Cadmium sulfide is not a modern material, having been used extensively as an artists’ pigment since the 1840s. It has recently been the subject of intensive research in the art conservation community because its light-induced degradation is currently compromising billions of dollars of paintings by the Impressionist and early modernist masters.  This degradation of cadmium-based yellow pigments is occurring in works by Edvard Munch and his contemporaries, including works by van Gogh, Picasso, Matisse, and Seurat. The discoloration of cadmium yellow paints in works from the 1880s through the 1920s has been ascribed to the photo-oxidative degradation of the main component of these pigments, cadmium sulphide, and residual chloride in this pigment is correlated with the acceleration of the photo-degradation. This degradation can lead to profoundly disfiguring changes in the painting, including fading, darkening, and flaking of the paint depending upon which degradation pathway is followed. The different appearances of the degraded regions is due to the large variety of photo-oxidation products that can be formed, including cadmium oxides (which are dark brown), cadmium sulphates (which are white), and cadmium carbonates (also white). The cadmium yellow pigments on Edvard Munch’s iconic painting The Scream (1910, the Munch Museum) have altered to a grey colour, and are mixtures of cadmium sulfide and cadmium carbonate.  Cadmium carbonate is not thought to be a photo-oxidation product in this painting, but rather a residual starting reagent from the production of the pigment.  The role of cadmium carbonate in the 1910 version of The Scream will be discussed, as well as how the work has changed over time, and why the 1893 version of The Scream is in excellent condition.

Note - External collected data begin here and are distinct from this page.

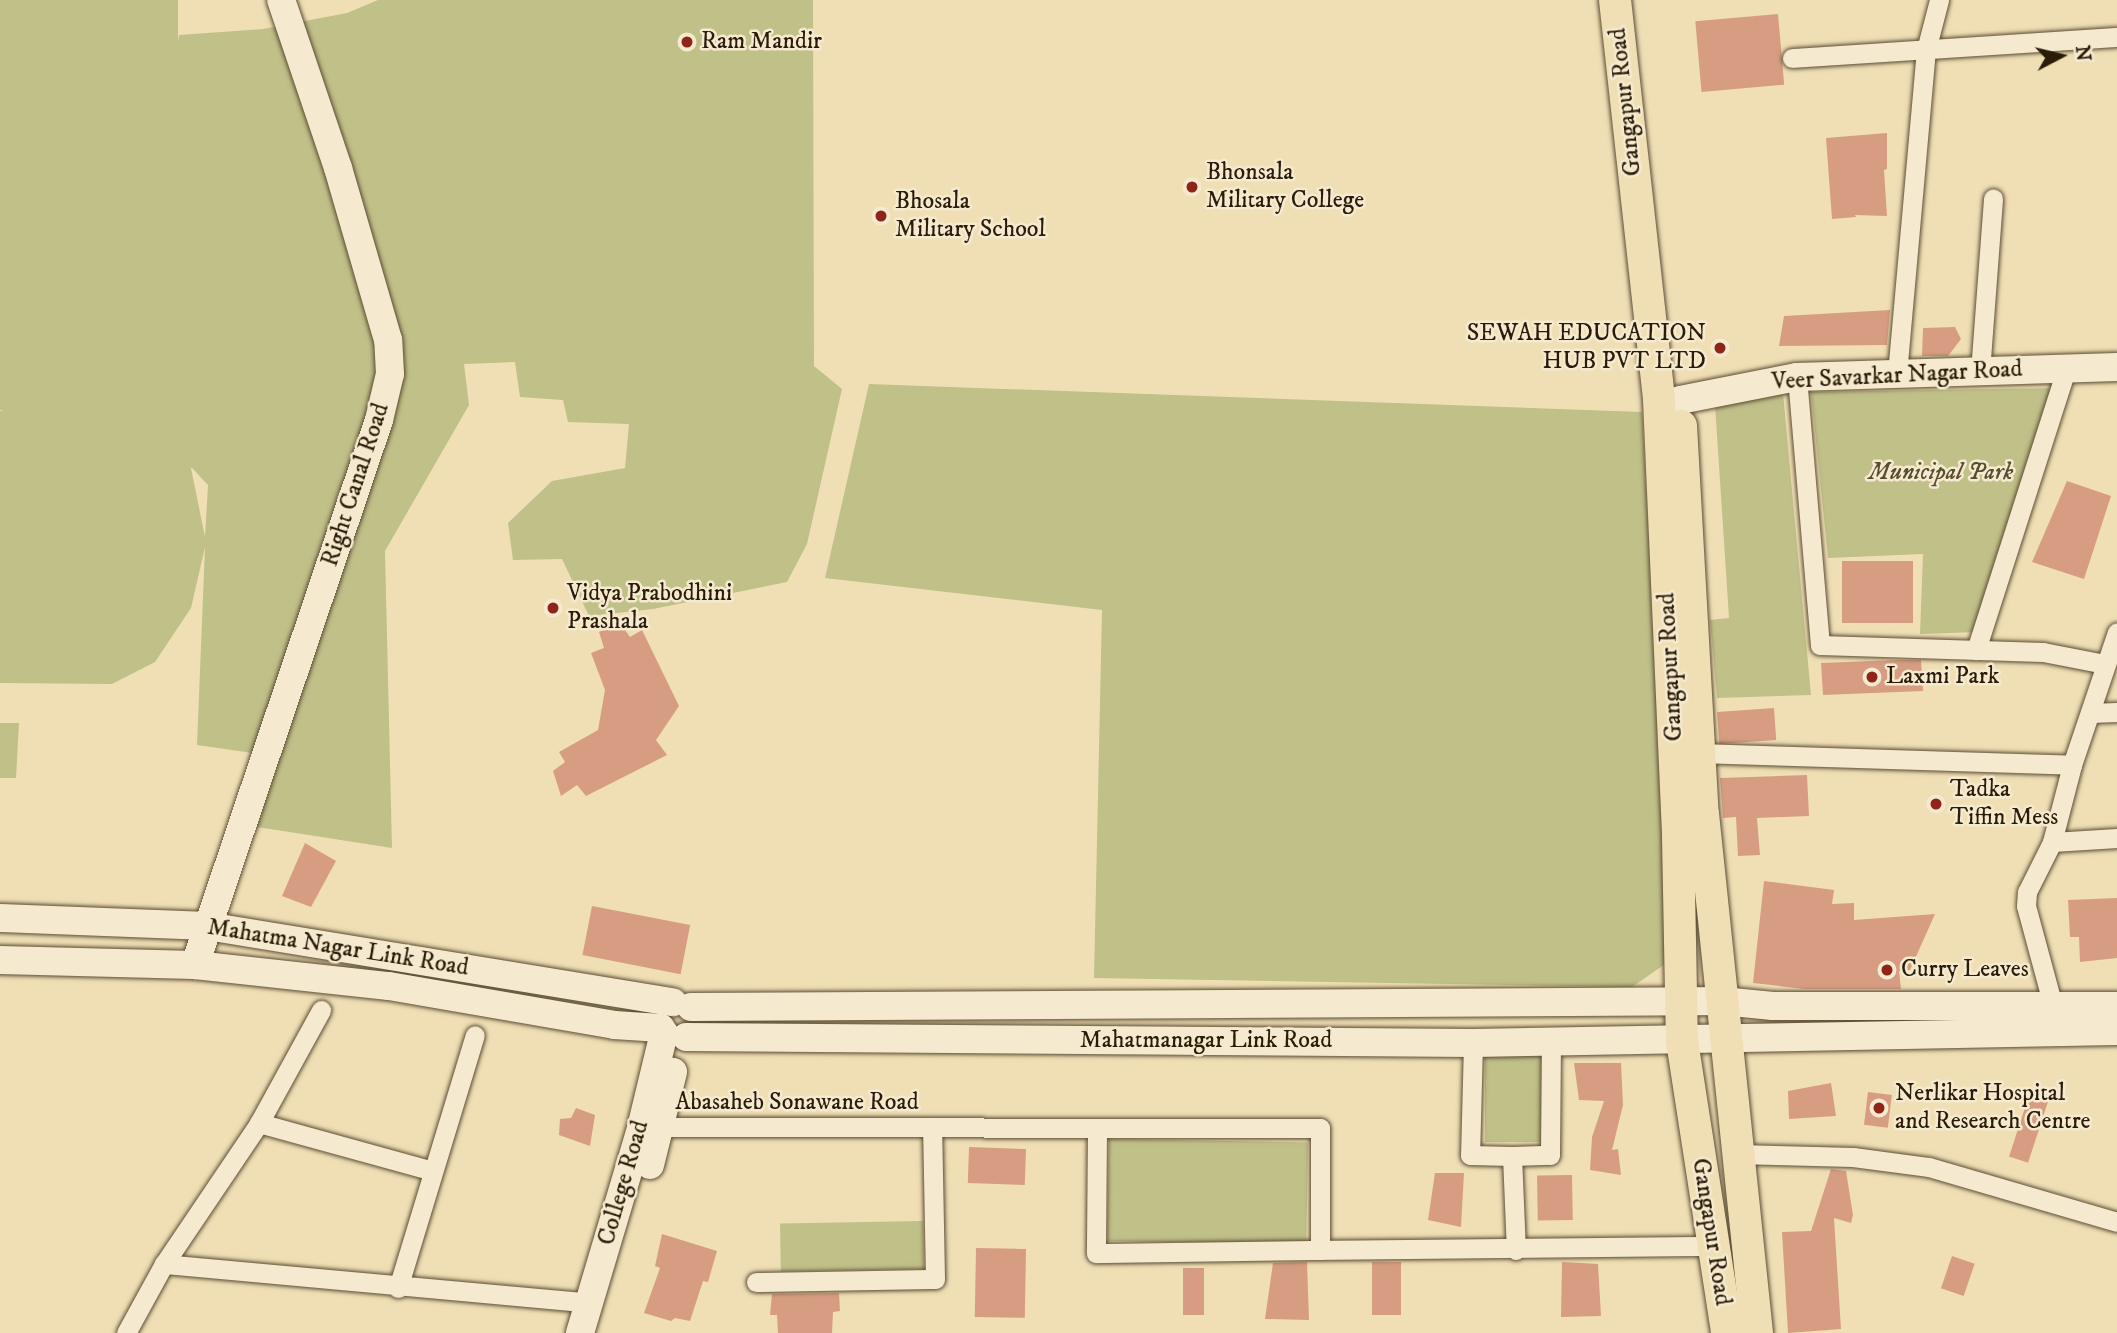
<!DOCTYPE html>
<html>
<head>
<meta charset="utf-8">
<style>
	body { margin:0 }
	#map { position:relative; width:2117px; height:1333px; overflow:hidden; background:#f0dfb5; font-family:"IM FELL DW Pica",serif }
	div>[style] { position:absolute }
	.green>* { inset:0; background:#c0c089; transform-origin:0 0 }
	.building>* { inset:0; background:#d79d82; transform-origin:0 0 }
	.roads { filter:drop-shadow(0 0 2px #5c4d34) drop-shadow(0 0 2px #5c4d34) }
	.street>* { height:19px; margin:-9.5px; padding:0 9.5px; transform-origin:9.5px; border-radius:9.5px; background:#f5eacf }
	.secondary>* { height:28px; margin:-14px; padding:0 14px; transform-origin:14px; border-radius:14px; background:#f5eacf }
	.primary>* { height:32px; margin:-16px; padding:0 16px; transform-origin:16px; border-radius:16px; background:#f0dfb5 }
	.dots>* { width:19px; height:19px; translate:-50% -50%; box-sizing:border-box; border:4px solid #f5eacf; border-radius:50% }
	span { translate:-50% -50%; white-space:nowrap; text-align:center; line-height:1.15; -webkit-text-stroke:5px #f5eacf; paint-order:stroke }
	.poi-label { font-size:24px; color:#2a1c09 }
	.left { translate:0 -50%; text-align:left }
	.right { translate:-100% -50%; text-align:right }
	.street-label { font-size:24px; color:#2a1c09 }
	.park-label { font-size:24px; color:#574d2f; font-style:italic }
	.north { position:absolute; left:2026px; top:21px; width:70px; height:70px; -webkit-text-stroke:5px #f5eacf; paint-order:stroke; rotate:83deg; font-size:19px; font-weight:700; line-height:28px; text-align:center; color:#2a1c09 }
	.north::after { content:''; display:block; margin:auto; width:24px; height:32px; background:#2a1c09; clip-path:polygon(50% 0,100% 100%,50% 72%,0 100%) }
</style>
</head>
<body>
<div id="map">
	<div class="green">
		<div style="clip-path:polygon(evenodd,0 0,178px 0,178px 42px,179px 35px,263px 29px,347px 13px,378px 0,813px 0,814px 366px,842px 389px,807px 544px,787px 582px,653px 609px,589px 616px,562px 559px,513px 560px,508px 523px,552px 481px,625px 468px,629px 424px,568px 422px,563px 400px,520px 397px,515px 362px,464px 364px,469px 405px,385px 551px,392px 848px,251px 826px,274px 756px,197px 745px,205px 547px,191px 608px,155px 662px,112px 684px,0 683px,0 411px,4px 411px,0 410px,0 0,192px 468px,208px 485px,205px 537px,191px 468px,192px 468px)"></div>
		<div style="clip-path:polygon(869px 384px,1642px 412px,1669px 902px,1668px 962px,1632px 987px,1094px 978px,1102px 610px,825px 578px)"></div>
		<div style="clip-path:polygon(2056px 388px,1978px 632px,1920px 634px,1923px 554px,1828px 558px,1811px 392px)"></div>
		<div style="clip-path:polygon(1783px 393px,1811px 695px,1717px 698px,1710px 620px,1729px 618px,1715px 405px)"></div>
		<div style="clip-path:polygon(0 723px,19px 723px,16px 778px,0 778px)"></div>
		<div style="left:1541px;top:1053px;width:89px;height:56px;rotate:90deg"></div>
		<div style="left:1109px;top:1139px;width:199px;height:102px;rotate:1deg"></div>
		<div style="left:923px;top:1221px;width:48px;height:143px;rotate:89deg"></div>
	</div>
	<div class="building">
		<div style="left:1778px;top:14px;width:71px;height:83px;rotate:85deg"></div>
		<div style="clip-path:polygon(1887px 133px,1887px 169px,1884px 170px,1887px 216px,1855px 215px,1856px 217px,1832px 219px,1826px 138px)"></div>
		<div style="clip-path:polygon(1890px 310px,1887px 345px,1779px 346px,1784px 316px)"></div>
		<div style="clip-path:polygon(1955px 327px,1961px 339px,1948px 356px,1922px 356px,1923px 328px)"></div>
		<div style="clip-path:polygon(2067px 481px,2111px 496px,2084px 579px,2032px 562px)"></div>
		<div style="left:1842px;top:561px;width:71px;height:62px"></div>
		<div style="clip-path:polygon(620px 623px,630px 637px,642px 630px,679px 706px,656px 740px,667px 755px,586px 796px,577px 785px,561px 796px,553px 771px,565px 762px,559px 752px,598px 730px,605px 690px,591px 653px,604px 648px,599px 632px)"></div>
		<div style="clip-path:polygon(1897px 660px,1921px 660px,1923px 691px,1823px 695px,1821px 663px)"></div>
		<div style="left:1774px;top:708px;width:32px;height:57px;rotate:86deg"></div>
		<div style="clip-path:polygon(1807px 775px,1809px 816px,1757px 818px,1760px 855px,1738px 856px,1736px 817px,1723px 818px,1720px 778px)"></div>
		<div style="clip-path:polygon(305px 843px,336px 861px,311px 907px,282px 896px)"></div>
		<div style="clip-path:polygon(1764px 881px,1834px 890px,1832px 904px,1854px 903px,1854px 920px,1935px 914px,1910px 970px,1899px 971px,1901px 989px,1805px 989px,1753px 983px)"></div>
		<div style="clip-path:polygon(2117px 898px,2117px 958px,2080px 962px,2079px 937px,2070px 937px,2068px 900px)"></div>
		<div style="left:592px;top:906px;width:100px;height:50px;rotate:11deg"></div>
		<div style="clip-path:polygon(1574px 1063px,1621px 1063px,1623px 1105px,1612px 1150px,1618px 1149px,1621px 1175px,1590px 1170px,1592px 1137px,1604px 1101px,1579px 1100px)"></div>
		<div style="clip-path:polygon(1831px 1083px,1836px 1116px,1789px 1119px,1788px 1091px)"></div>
		<div style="left:2031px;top:1089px;width:20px;height:71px;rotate:18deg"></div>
		<div style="left:1868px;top:1092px;width:24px;height:33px;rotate:7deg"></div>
		<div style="clip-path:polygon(576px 1108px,595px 1115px,590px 1146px,559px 1135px,560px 1119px,571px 1118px)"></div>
		<div style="left:1026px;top:1149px;width:36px;height:57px;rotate:92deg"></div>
		<div style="clip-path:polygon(1831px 1169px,1846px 1171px,1853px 1215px,1851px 1223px,1834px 1218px,1841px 1329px,1788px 1333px,1782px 1232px,1811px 1231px)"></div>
		<div style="clip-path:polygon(1435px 1173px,1464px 1173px,1461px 1227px,1428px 1220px)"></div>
		<div style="left:1572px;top:1175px;width:45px;height:35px;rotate:89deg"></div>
		<div style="clip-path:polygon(662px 1234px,717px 1251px,708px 1282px,703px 1281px,690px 1321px,675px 1318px,671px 1321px,644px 1313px,660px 1268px,655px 1266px)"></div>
		<div style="left:976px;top:1248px;width:50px;height:69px;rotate:1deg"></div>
		<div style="left:1952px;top:1256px;width:24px;height:34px;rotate:19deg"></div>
		<div style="clip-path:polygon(1307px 1262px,1309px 1320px,1265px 1319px,1273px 1263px)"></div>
		<div style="left:1372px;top:1262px;width:29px;height:53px"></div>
		<div style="clip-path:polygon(1562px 1262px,1598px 1264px,1601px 1316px,1561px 1317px)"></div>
		<div style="left:1183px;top:1268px;width:21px;height:47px"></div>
		<div style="clip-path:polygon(839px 1293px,840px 1311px,833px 1312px,832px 1333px,778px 1333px,777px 1315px,770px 1315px,772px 1294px)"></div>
	</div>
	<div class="roads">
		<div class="street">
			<div style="left:1792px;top:58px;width:326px;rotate:-3.7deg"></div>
			<div style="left:1980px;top:372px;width:174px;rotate:-85.7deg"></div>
			<div style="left:1897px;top:374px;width:325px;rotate:-84.9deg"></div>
			<div style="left:1926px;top:50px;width:52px;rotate:-75.4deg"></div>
			<div style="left:1797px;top:377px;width:269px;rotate:85.1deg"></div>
			<div style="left:1820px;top:645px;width:223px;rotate:1.8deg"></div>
			<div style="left:2043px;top:652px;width:63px;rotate:11deg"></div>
			<div style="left:1976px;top:650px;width:295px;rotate:-72.2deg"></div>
			<div style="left:2090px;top:713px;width:27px;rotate:-2deg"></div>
			<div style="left:1699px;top:753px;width:373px;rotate:1.8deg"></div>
			<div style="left:2052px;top:842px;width:65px;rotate:-3.5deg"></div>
			<div style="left:2056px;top:1017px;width:115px;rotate:-105.1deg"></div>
			<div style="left:2026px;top:906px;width:14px;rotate:-86deg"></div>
			<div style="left:2027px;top:892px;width:56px;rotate:-63.4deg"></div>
			<div style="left:2052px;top:842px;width:80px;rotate:-75.4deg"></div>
			<div style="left:2072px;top:765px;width:140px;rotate:-71.3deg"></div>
			<div style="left:1473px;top:1043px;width:112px;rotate:91.5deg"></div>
			<div style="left:1470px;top:1155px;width:42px;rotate:1.4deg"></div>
			<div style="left:1512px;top:1156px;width:94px;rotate:87.6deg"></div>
			<div style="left:259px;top:1123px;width:180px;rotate:15.4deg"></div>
			<div style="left:662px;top:1127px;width:658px;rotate:0.09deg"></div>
			<div style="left:1320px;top:1128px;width:122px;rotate:90deg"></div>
			<div style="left:1320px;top:1250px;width:393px;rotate:-0.6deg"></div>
			<div style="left:1097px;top:1130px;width:123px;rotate:90.5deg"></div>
			<div style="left:1096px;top:1253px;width:224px;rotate:-0.8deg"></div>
			<div style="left:1737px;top:1154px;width:116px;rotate:1.5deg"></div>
			<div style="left:1853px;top:1157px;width:77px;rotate:7.5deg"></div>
			<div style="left:1929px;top:1167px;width:196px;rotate:16.3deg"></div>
			<div style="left:1512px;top:1156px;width:38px;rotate:-2deg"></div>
			<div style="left:1550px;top:1155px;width:114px;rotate:-89.5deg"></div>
			<div style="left:164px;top:1264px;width:170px;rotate:-56deg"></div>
			<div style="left:259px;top:1123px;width:129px;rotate:-61.2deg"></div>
			<div style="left:756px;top:1282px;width:179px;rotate:-1deg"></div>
			<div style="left:935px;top:1279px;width:151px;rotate:-91.1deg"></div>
			<div style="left:398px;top:1288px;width:264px;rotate:-73.1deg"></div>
			<div style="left:126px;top:1333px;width:79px;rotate:-61.2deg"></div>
			<div style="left:164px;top:1264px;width:427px;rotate:5.2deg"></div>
		</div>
		<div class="secondary">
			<div style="left:1680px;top:400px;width:119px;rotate:-11.1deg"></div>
			<div style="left:1797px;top:377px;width:320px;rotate:-1.8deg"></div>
			<div style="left:0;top:918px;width:207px;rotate:2.2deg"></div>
			<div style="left:207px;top:926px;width:472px;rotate:9.3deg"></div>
			<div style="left:0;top:960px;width:195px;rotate:1.5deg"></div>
			<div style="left:195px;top:965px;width:195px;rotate:6.2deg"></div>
			<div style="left:389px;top:986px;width:228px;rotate:9.8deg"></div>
			<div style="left:614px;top:1025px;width:47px;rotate:3.7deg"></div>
			<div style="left:195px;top:965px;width:575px;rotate:-71.34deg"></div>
			<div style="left:379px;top:420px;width:47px;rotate:-76.6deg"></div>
			<div style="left:390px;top:374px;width:34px;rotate:-93deg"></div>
			<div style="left:388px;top:340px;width:179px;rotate:-106.2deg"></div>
			<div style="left:338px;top:168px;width:177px;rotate:-108.7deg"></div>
			<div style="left:691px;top:1007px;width:1031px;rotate:-0.33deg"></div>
			<div style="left:1722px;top:1001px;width:51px;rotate:5.6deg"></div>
			<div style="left:1773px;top:1006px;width:344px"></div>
			<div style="left:686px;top:1037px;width:787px;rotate:0.44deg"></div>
			<div style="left:1473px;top:1043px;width:644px;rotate:-1.07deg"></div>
			<div style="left:650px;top:1165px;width:96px;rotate:-76.1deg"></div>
			<div style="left:580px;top:1333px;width:214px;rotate:-73.4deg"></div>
			<div style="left:641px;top:1128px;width:98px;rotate:-76.4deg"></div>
		</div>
		<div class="primary">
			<div style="left:1615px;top:0;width:401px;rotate:83.7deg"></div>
			<div style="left:1659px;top:399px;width:438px;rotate:87.5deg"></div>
			<div style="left:1678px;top:837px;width:204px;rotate:88.9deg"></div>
			<div style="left:1682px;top:1041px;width:295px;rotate:81.2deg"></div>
			<div style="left:1681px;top:426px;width:389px;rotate:86.8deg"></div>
			<div style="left:1703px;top:814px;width:522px;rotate:84.06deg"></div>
		</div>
	</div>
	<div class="dots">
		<div style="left:687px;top:42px;background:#8f2418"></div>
		<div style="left:1192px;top:187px;background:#8f2418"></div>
		<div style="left:881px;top:216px;background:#8f2418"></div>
		<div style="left:1720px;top:348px;background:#8f2418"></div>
		<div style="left:553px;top:608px;background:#8f2418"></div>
		<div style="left:1872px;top:677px;background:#8f2418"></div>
		<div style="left:1936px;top:804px;background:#8f2418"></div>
		<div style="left:1887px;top:970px;background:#8f2418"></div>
		<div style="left:1879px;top:1108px;background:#8f2418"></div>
	</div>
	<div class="poi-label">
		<span class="left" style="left:701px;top:42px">Ram Mandir</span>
		<span class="left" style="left:1206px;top:187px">Bhonsala<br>Military College</span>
		<span class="left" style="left:895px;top:216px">Bhosala<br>Military School</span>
		<span class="right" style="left:1706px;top:348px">SEWAH EDUCATION<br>HUB PVT LTD</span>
		<span class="left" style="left:567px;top:608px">Vidya Prabodhini<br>Prashala</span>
		<span class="left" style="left:1886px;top:677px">Laxmi Park</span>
		<span class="left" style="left:1950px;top:804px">Tadka<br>Tiffin Mess</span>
		<span class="left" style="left:1901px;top:970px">Curry Leaves</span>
		<span class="left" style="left:1895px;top:1108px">Nerlikar Hospital<br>and Research Centre</span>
	</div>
	<div class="street-label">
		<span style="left:1626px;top:102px;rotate:-96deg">Gangapur Road</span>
		<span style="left:1897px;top:376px;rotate:-3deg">Veer Savarkar Nagar Road</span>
		<span style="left:356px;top:485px;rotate:-72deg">Right Canal Road</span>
		<span style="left:1671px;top:667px;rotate:-93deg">Gangapur Road</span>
		<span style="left:338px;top:948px;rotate:9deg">Mahatma Nagar Link Road</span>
		<span style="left:1206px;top:1041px">Mahatmanagar Link Road</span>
		<span style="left:797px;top:1103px">Abasaheb Sonawane Road</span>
		<span style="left:624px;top:1183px;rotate:-74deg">College Road</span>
		<span style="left:1711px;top:1232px;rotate:81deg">Gangapur Road</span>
	</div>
	<div class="park-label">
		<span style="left:1941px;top:473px">Municipal Park</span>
	</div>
	<div class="north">N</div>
</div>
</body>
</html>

Evidence for the degradation of the yellow paints in Henri Matisse’s Le Bonheur de vivre (1905-6, The Barnes Foundation) has been observed since the 1990s. In contrast to The Scream c. 1910, changes in this iconic work of Matisse’s Fauvist period include lightening, darkening, and flaking of the yellow paints. The reasons behind the changes occurring in the work will be discussed, including the faded region below the central reclining figures and the darkened foliage in the upper left quadrant of the painting. These regions are visible below (see lower left), compared to an unaltered final oil sketch of the painting from the Museum of Modern Art, San Francisco.

Investigation of the degraded yellow paints in this work involved non-destructive molecular analysis techniques including X-Ray Absorption Near Edge Spectroscopy (XANES) and Scanning Electron Microscopy-Energy Dispersive X-Ray Analysis (SEM-EDS), Fourier Transform Infrared (FTIR), and Raman Microscopy. To determine if different chemistries could be observed for the faded versus darkened regions of the paintings, Synchrotron Radiation-micro Fourier Transform InfraRed (SR-µFTIR) Spectroscopy, X-Ray Fluorescence (SR-µXRF) mapping, and micro X-Ray Absorption Near Edge Spectroscopy (µXANES), and full field XANES imaging of milligram-sized paint samples were conducted. The positions of the cadmium-containing phases identified (such as cadmium sulfate, cadmium carbonate, and cadmium chloride) were used to help discern the role of these materials as synthesis starting reagents, paint fillers, or photodegradation products.